In other research, models have been developed to measure wellness effects, such as one approach based on psycho-physiological measurements of test subjects to determine their reactions to various textile samples.

Nutricosmetics. Nutraceuticals have found their way to personal care consumers with the much-touted “beauty from within” concept. This has definitely stepped beyond the bounds of traditional makeup, coining the term “nutricosmetic.” Major cosmetic manufacturers have already begun to add nutritional supplements to daily skin care regimens.

Research has been conducted to determine the effects of materials, such as evening primrose oil and macroalgal fucoidan extracts as supplemental beauty care.
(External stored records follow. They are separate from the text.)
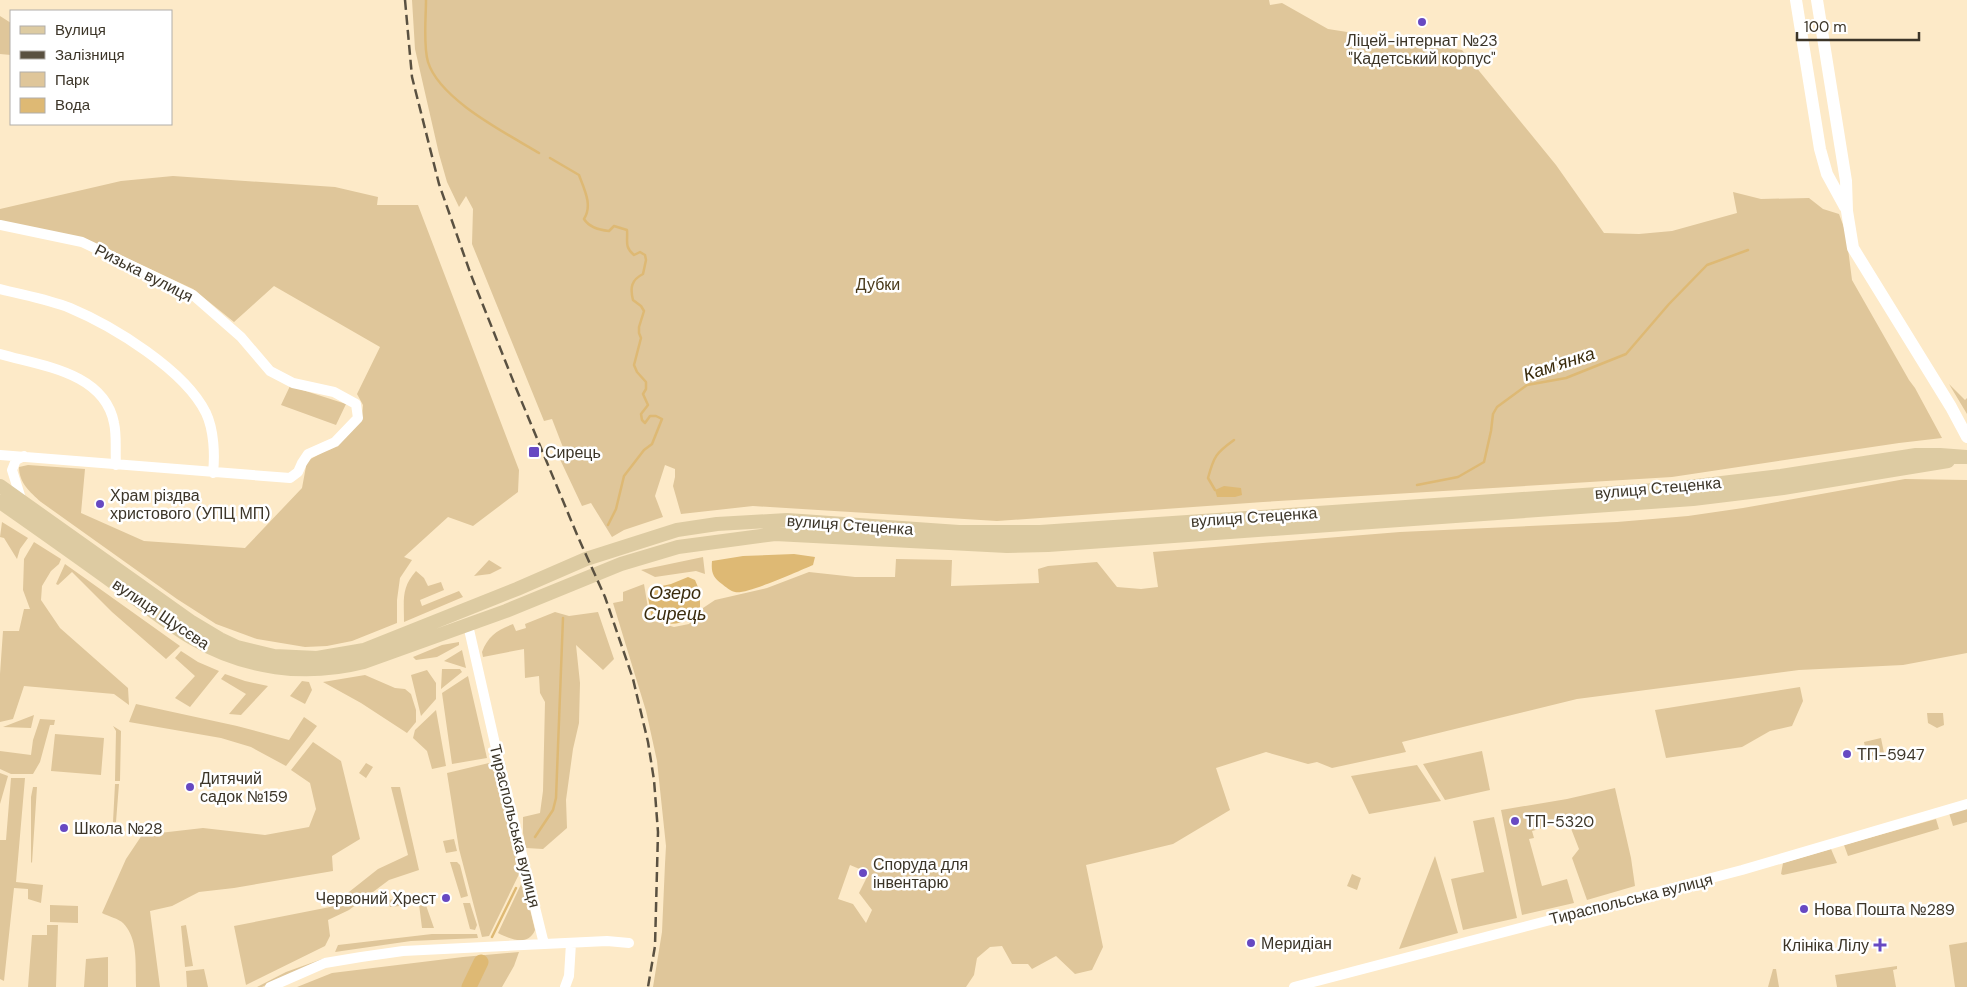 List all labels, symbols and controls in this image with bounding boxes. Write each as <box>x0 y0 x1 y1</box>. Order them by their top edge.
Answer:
legend <box>10 10 172 125</box>
scale bar <box>1797 10 1920 42</box>
marker: Ліцей-інтернат №23 "Кадетський корпус" <box>1416 16 1428 28</box>
text: 100 m <box>1804 17 1847 37</box>
text: Вулиця <box>55 20 106 40</box>
place label: Ліцей-інтернат №23 "Кадетський корпус" <box>1346 30 1498 69</box>
text: Залізниця <box>55 45 125 65</box>
text: Парк <box>55 70 89 90</box>
text: Вода <box>55 95 91 115</box>
street label: Ризька вулиця <box>91 239 197 307</box>
park label: Дубки <box>856 274 900 295</box>
water label: Кам'янка <box>1520 341 1598 387</box>
place label: Сирець <box>545 442 601 463</box>
marker: Сирець <box>527 445 541 459</box>
street label: вулиця Стеценка <box>1594 472 1722 504</box>
place label: Храм різдва христового (УПЦ МП) <box>110 485 270 524</box>
marker: Храм різдва христового (УПЦ МП) <box>94 498 106 510</box>
street label: вулиця Стеценка <box>1190 502 1318 532</box>
street label: вулиця Стеценка <box>786 510 914 540</box>
street label: вулиця Щусєва <box>108 574 214 654</box>
water label: Озеро Сирець <box>644 581 706 626</box>
street label: Тираспольська вулиця <box>485 742 545 910</box>
place label: ТП-5947 <box>1857 744 1925 765</box>
marker: ТП-5947 <box>1841 748 1853 760</box>
place label: Дитячий садок №159 <box>200 768 288 807</box>
marker: Дитячий садок №159 <box>184 781 196 793</box>
place label: ТП-5320 <box>1525 811 1594 832</box>
marker: ТП-5320 <box>1509 815 1521 827</box>
place label: Школа №28 <box>74 818 163 839</box>
marker: Школа №28 <box>58 822 70 834</box>
place label: Споруда для інвентарю <box>873 854 968 893</box>
marker: Споруда для інвентарю <box>857 867 869 879</box>
street label: Тираспольська вулиця <box>1547 869 1715 929</box>
place label: Червоний Хрест <box>316 888 437 909</box>
marker: Червоний Хрест <box>440 892 452 904</box>
place label: Нова Пошта №289 <box>1814 899 1955 920</box>
marker: Нова Пошта №289 <box>1798 903 1810 915</box>
place label: Меридіан <box>1261 933 1332 954</box>
place label: Клініка Лілу <box>1783 935 1869 956</box>
marker: Меридіан <box>1245 937 1257 949</box>
marker: Клініка Лілу <box>1873 938 1887 952</box> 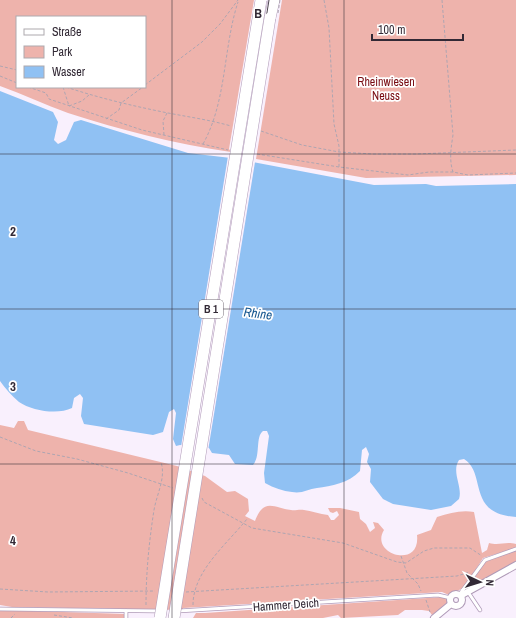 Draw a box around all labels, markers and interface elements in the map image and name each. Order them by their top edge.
text: B [254,5,262,22]
legend [16,16,146,88]
scale bar [372,16,463,42]
text: 100 m [378,22,405,38]
text: Straße [52,24,82,40]
text: Park [52,44,72,60]
text: Wasser [52,64,86,80]
park label: Rheinwiesen Neuss [357,74,415,104]
text: 2 [10,223,16,240]
road number: B 1 [199,300,223,318]
water label: Rhine [243,303,273,324]
text: 3 [10,378,16,395]
text: 4 [10,532,16,549]
north arrow [460,562,500,602]
text: N [483,579,497,586]
street label: Hammer Deich [252,595,320,615] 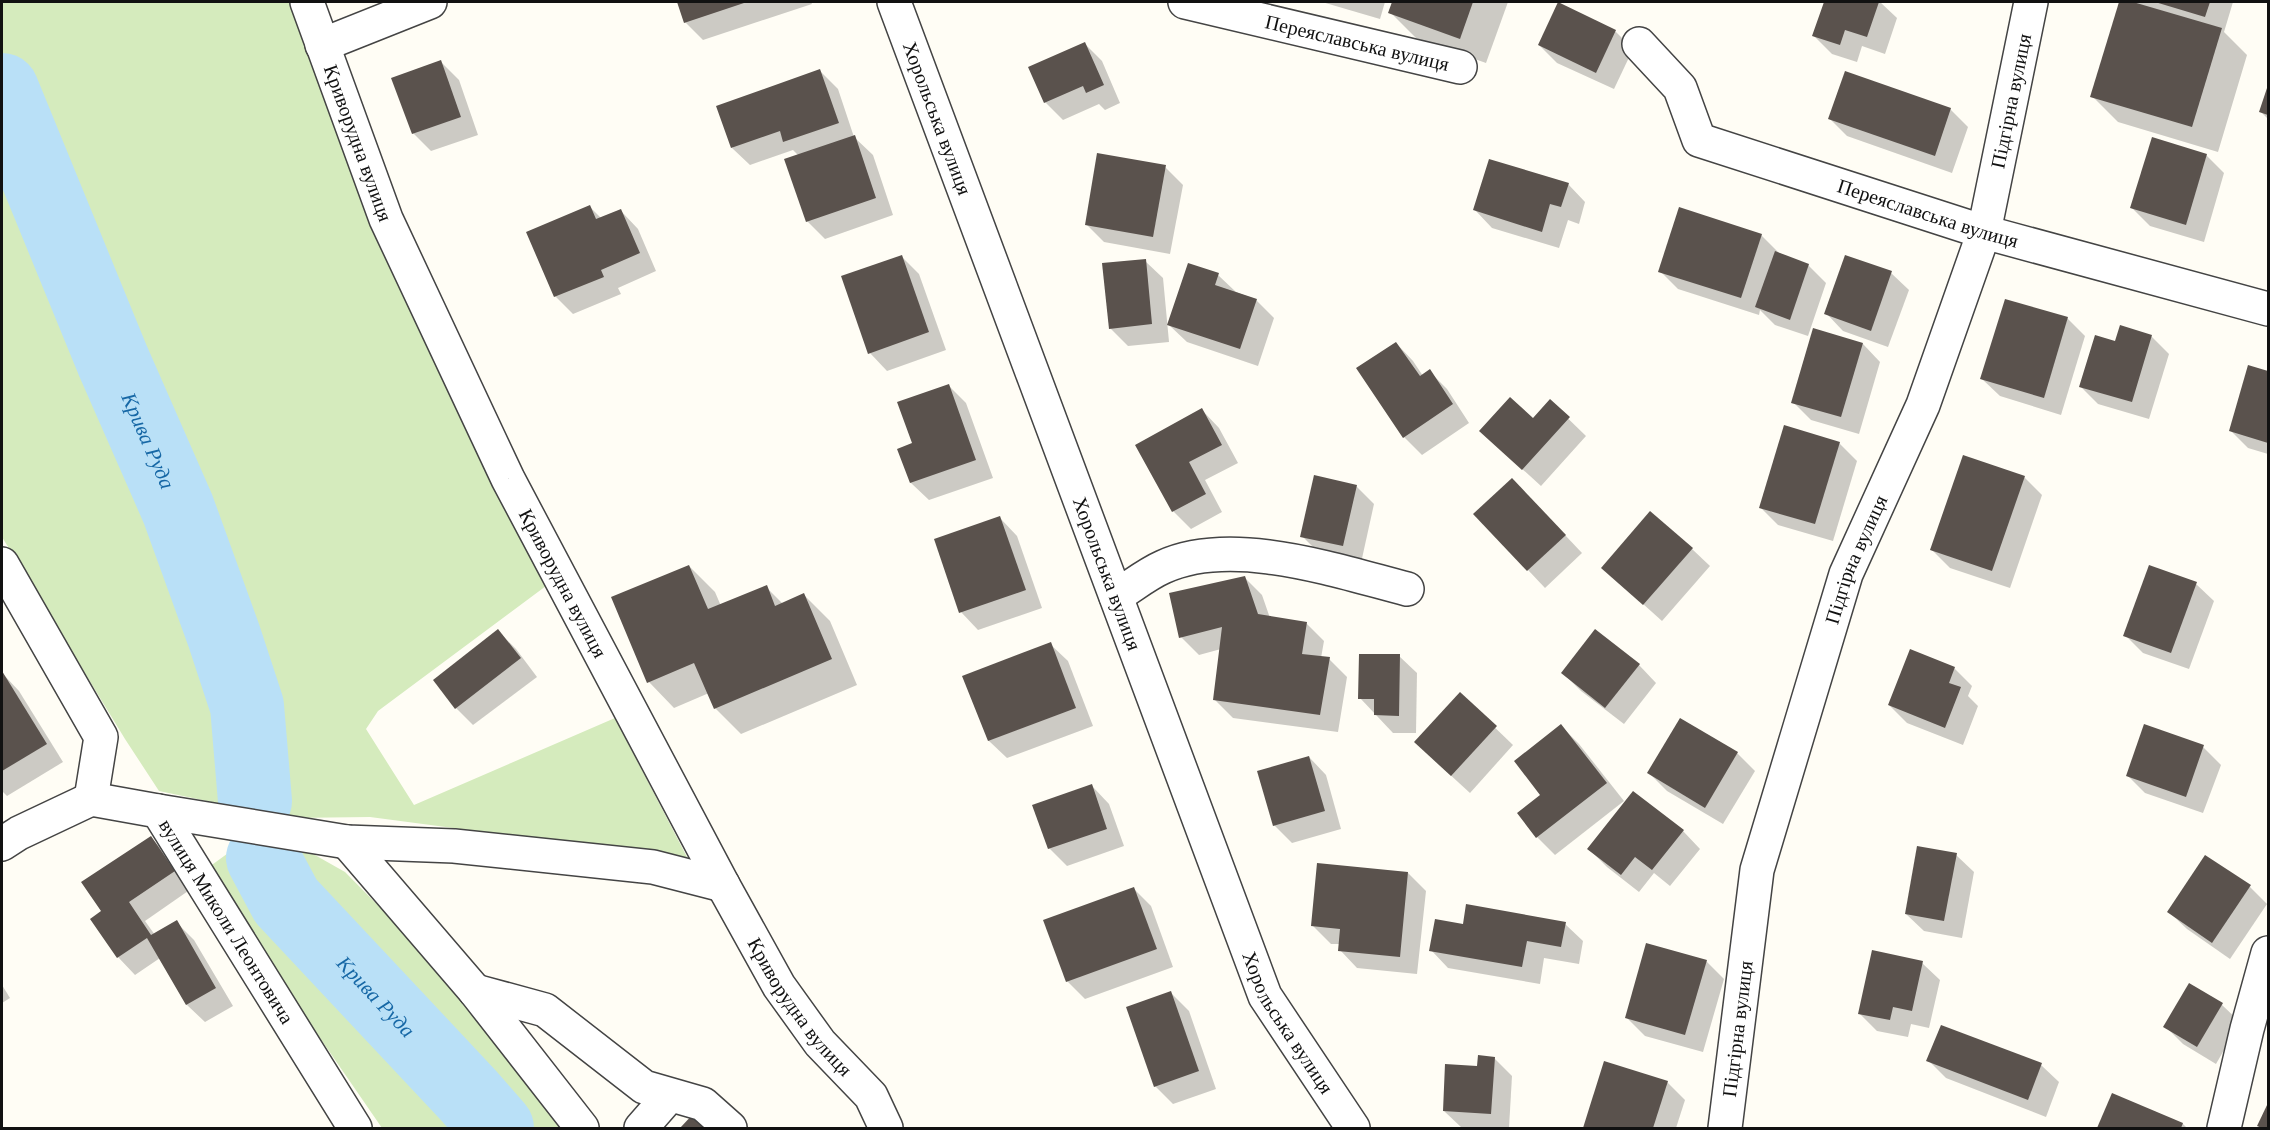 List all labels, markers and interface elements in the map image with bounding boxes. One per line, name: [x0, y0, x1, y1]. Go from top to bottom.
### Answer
street label: Переяславська вулиця: [1263, 10, 1451, 75]
street label: Підгірна вулиця: [1986, 32, 2035, 170]
street label: Хорольська вулиця: [899, 39, 976, 198]
street label: Криворудна вулиця: [320, 62, 397, 224]
street label: Переяславська вулиця: [1835, 174, 2021, 252]
water label: Крива Руда: [116, 388, 180, 493]
street label: Підгірна вулиця: [1821, 492, 1891, 627]
street label: Хорольська вулиця: [1069, 494, 1146, 653]
street label: Криворудна вулиця: [515, 505, 612, 661]
street label: вулиця Миколи Леонтовича: [155, 815, 298, 1028]
street label: Криворудна вулиця: [743, 934, 857, 1080]
street label: Хорольська вулиця: [1238, 948, 1338, 1098]
water label: Крива Руда: [331, 950, 420, 1042]
street label: Підгірна вулиця: [1718, 959, 1757, 1098]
The challenge of testing the effects of nutritional supplements on outward appearance is that the materials travel through an entire biological system, making claims substantiation next to impossible.

Actives. When Albert Kligman, MD, PhD, used the term “cosmeceutical” in the early 1980s, he not only modernized the language of cosmetics, but also he made an interesting declaration—makeup had evolved beyond just adding moisture or pigment to the skin. Reminded by the FDA that claims on a label determine whether a product is a cosmetic or drug, the industry forged ahead with ingredients designed to activate mechanisms in the skin. Actives emerged and continue to find new applications in personal care. Ingredient applications range from cellulite treatments to anti-aging serums, lip-plumping products, self-tanners, microcirculation stimulators and wellness-promoting products.